Mindfulness and Meditation for Chronic Pain

In recent years, researchers, scientists, and theorists have been conducting clinical research on the effects of mindfulness and meditation practices and their findings are confirming the long-term benefits of regular mediation and mindfulness practice. These benefits include, but are not limited to: stress reduction, minimizing chronic pain, reducing anxiety, lowering the probability of symptoms of depression, enhancing brain performance, improving sleep, reducing risk of heart attack and stroke, and improving overall well-being (Bergland, C., 2015;helpguide.org).

There is also a greater focus on mindful meditation and its use in pain management, so much so that a quick Google search of the two terms generates 567,000 hits!  Current research is quite overwhelming in demonstrating the benefits regular mindful meditation has on managing chronic pain, reducing experiences of pain by 30-50%.

What is Mindfulness?

According to Sylvia Boorstein, “mindfulness is the aware, balanced acceptance of the present experience. It isn’t more complicated than that. It is opening to or receiving the present moment, pleasant or unpleasant, just as it is, without either clinging to it or rejecting it.”
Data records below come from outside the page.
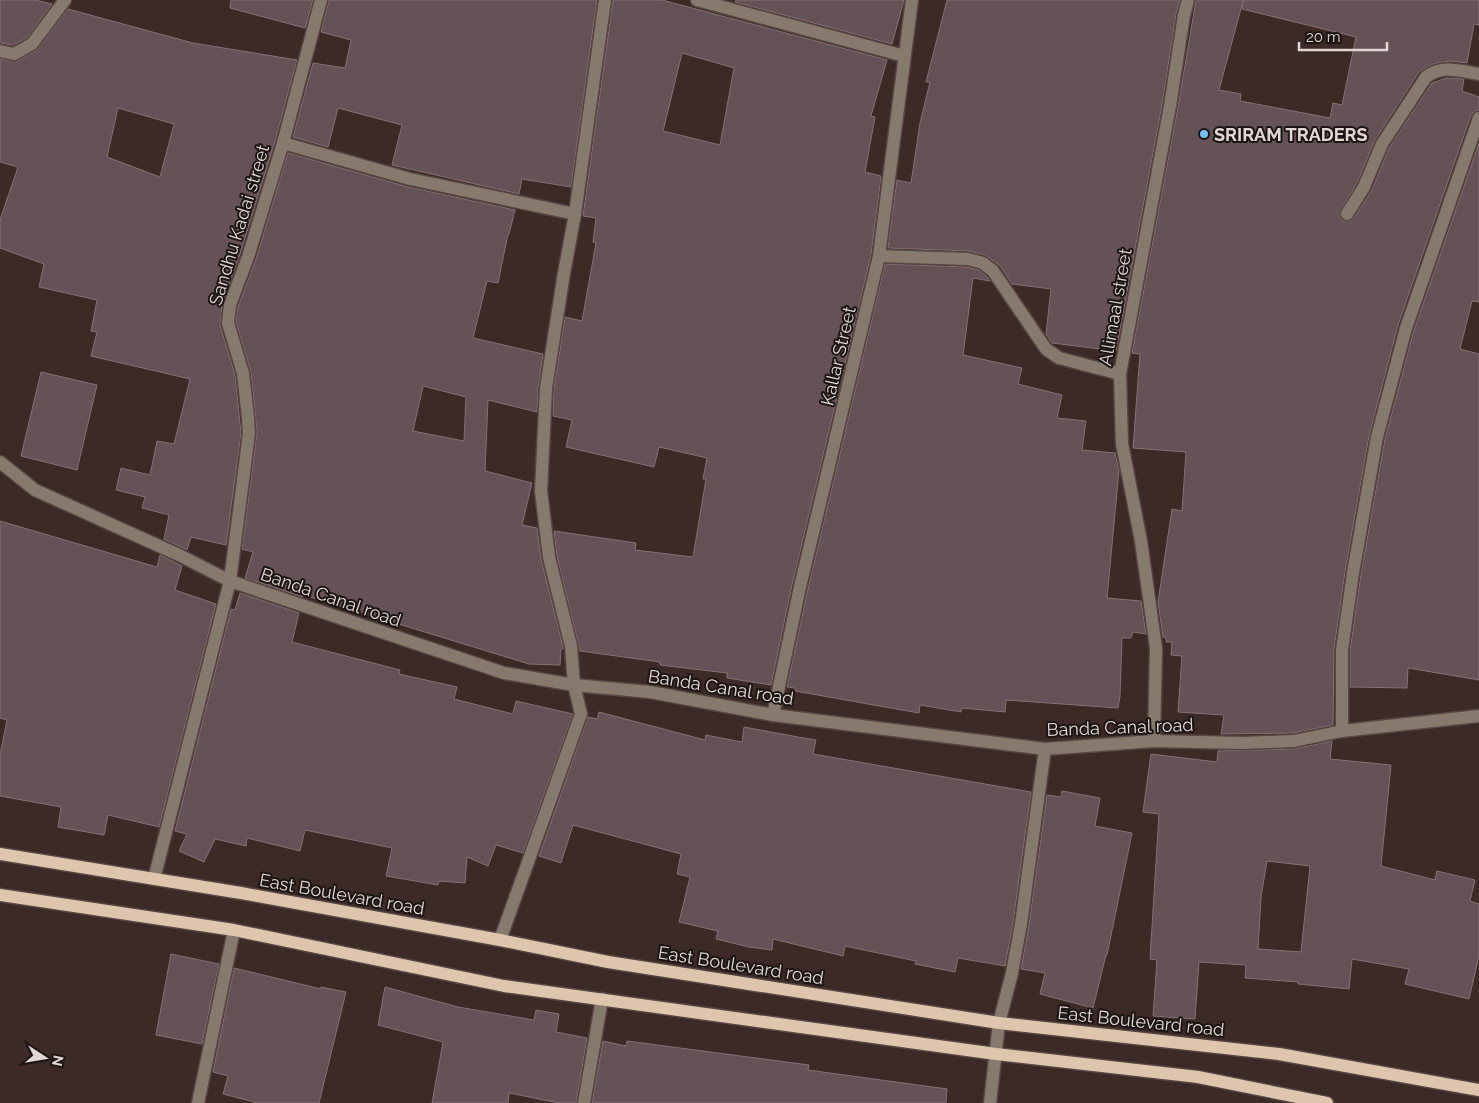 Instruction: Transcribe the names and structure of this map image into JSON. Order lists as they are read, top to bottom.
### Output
{
  "streets": {
    "main road": ["East Boulevard road"],
    "street": [
      "Sandhu Kadai street",
      "Allimaal street",
      "Kallar Street",
      "Banda Canal road"
    ]
  },
  "crossings": [
    ["Sandhu Kadai street", "Banda Canal road"],
    ["Sandhu Kadai street", "East Boulevard road"],
    ["Allimaal street", "Banda Canal road"],
    ["Kallar Street", "Banda Canal road"]
  ],
  "places": ["SRIRAM TRADERS"],
  "scale_bar": "20 m",
  "north": "right"
} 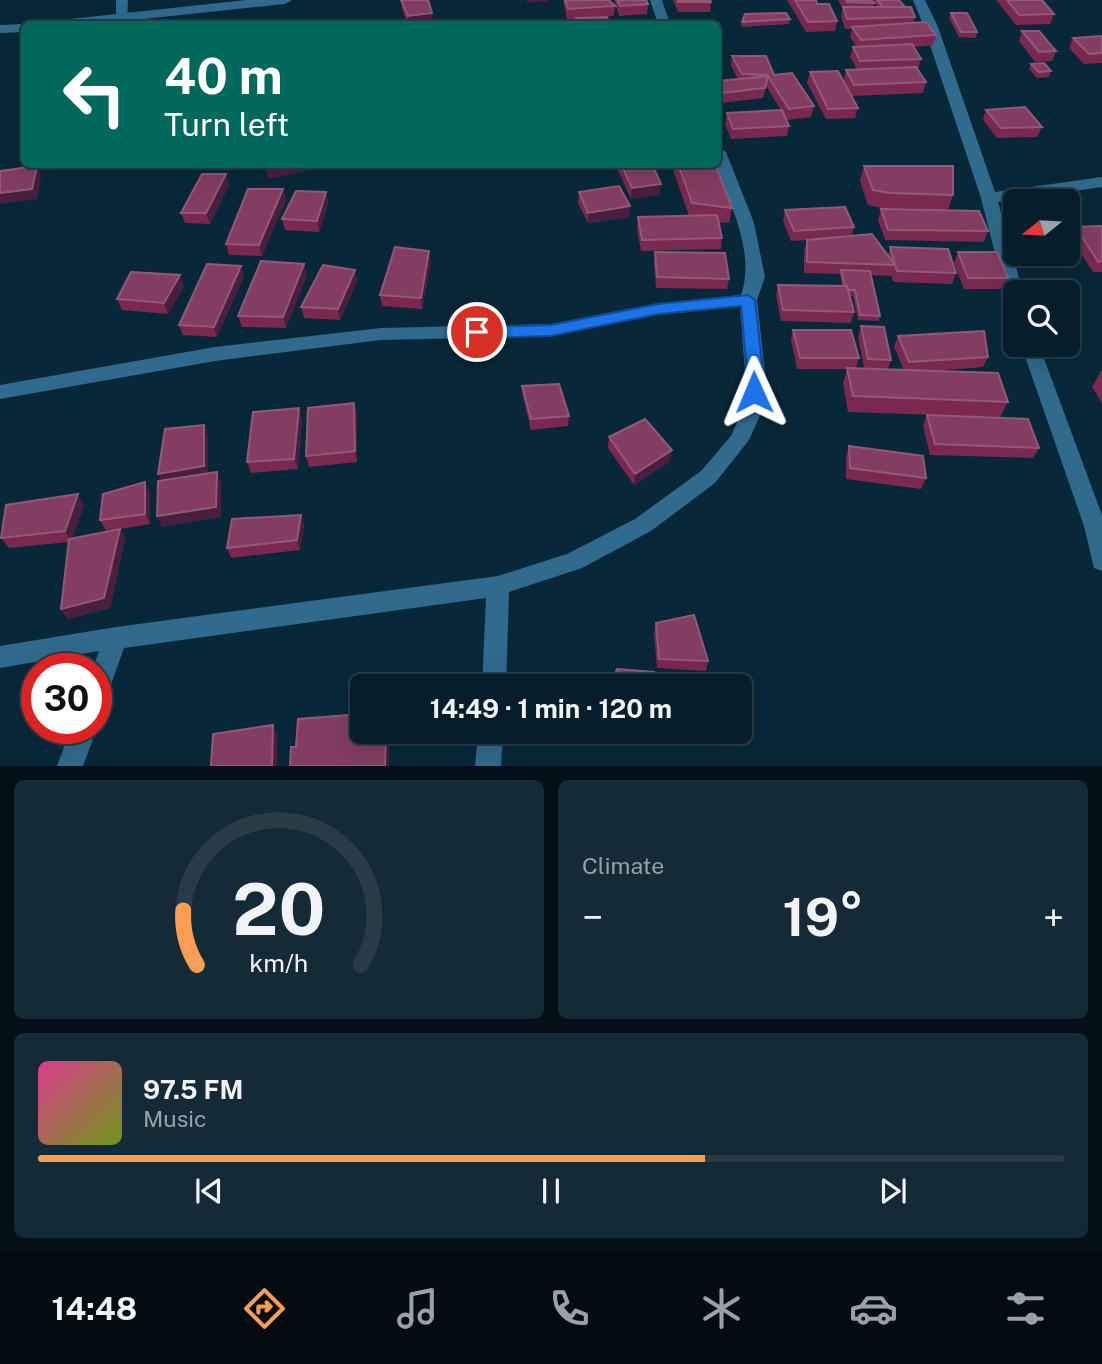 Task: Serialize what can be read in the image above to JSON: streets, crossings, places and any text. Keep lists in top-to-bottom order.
{
  "north": "left",
  "page": {
    "turn": ["40 m", "Turn left"],
    "limit": "30",
    "trip": "14:49 · 1 min · 120 m",
    "tile": "Climate",
    "heat": ["−", "19°", "+"],
    "song": ["97.5 FM", "Music"],
    "tabs": "14:48",
    "gauge": ["20", "km/h"]
  }
}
Mindfulness at its simplest definition is the act of being present in the moment without judgment (Scientific American). When we examine the definitions of mindful meditation, we see that it is the opposite of fighting, clinging, or avoiding the thoughts, feelings, and sensations present in the moment. Many of us, especially those struggling with chronic pain, spend large portions of our time consumed with either fighting, clinging, or avoiding our experiences in the present moment and end up missing out on life. Typically we are not even aware we are doing this.

Mindfulness is the opposite of mindlessness. How many of us are guilty of going through our days like a robot? Waking, taking medication, showering, then…(you fill in the blank), without even thinking. Sometimes we are so mindless we have to truly think to recall why we walked into a room or what we did the previous day. Mindfulness is living each day with purpose and intent and the practice of mindfulness would have us engage and be present in every moment of our day…and adapt/adjust as each moment changes. Further, mindfulness would have us accept what is…what is present, pleasant or unpleasant, good or bad, and let it be.
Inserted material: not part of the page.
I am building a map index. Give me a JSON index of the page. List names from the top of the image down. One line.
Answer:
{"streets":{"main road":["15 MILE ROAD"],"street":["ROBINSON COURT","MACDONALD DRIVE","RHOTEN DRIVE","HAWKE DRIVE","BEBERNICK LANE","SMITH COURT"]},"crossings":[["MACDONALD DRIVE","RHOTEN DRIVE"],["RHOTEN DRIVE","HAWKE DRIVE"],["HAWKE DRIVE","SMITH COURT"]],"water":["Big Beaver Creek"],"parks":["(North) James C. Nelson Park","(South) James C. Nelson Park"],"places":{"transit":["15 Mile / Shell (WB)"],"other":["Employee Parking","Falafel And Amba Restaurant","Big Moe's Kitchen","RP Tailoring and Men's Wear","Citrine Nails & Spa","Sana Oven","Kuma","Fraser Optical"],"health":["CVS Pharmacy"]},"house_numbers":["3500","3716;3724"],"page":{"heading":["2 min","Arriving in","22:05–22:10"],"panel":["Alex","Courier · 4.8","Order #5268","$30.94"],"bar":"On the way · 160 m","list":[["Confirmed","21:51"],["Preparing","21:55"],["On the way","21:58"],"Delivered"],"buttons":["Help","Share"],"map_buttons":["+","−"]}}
“Mindfulness is not just paying attention to the positive experiences, but also to the neutral and negative ones” – Dr. Jackie Gardner-Nix

How Mindfulness Works to Reduce Pain

Mindfulness meditation has been shown in clinical trials to reduce chronic pain by 57 per cent and by more than 90 per cent in individuals who master the practice. How is this possible? Brain imaging studies show that mindfulness soothes the brain patterns underlying pain and, over time, these changes take root and alter the structure of the brain itself, so that patients no longer feel pain with the same intensity and many say that they barely notice it at all (Penman, D.,2014).

Chronic pain can trigger changes in brain structure, such as changes to the limbic system that controls our emotions and the pre-frontal cortex that is the thinking, decision-making, and problem solving area of our brain. Chronic pain changes the communication between these two areas of the brain, reducing the effectiveness  of our pre-frontal cortex and increasing activity in parts of our limbic system. When these changes occur, individuals tend to struggle with concentration, decision-making, and problem solving, along with being more susceptible to emotional reactivity related to heightened stress (Penman, D., 2014).

Forming new memories can also be a struggle for people with chronic pain. Consequently, the changes in brain structure produce changes in brain functioning that are linked to depression, anxiety, and impaired cognitive functioning. The good news is that research shows these changes can be reversed when patients are treated for painful conditions (Poppy, B., 2016). If you are experiencing any of these symptoms, mindful meditation is a way to retrain your brain.

With advances in brain imaging technology we are able to literally see how regular (weekly) practice of meditation can profoundly change the way different regions of the brain communicate with each other and therefore how we think (Scientific American).  With regular mindfulness practice, the emotional response system of the brain (the limbic system, specifically the amygdala), which is directly impacted by stress shrinks, while the rational, decision making part of our brain, which is in control of concentration and awareness, grows (Scientific American).  Further the connections between these two areas of the brain also change. Thus mindful meditation practices seem to reverse the effects chronic pain has on the brain.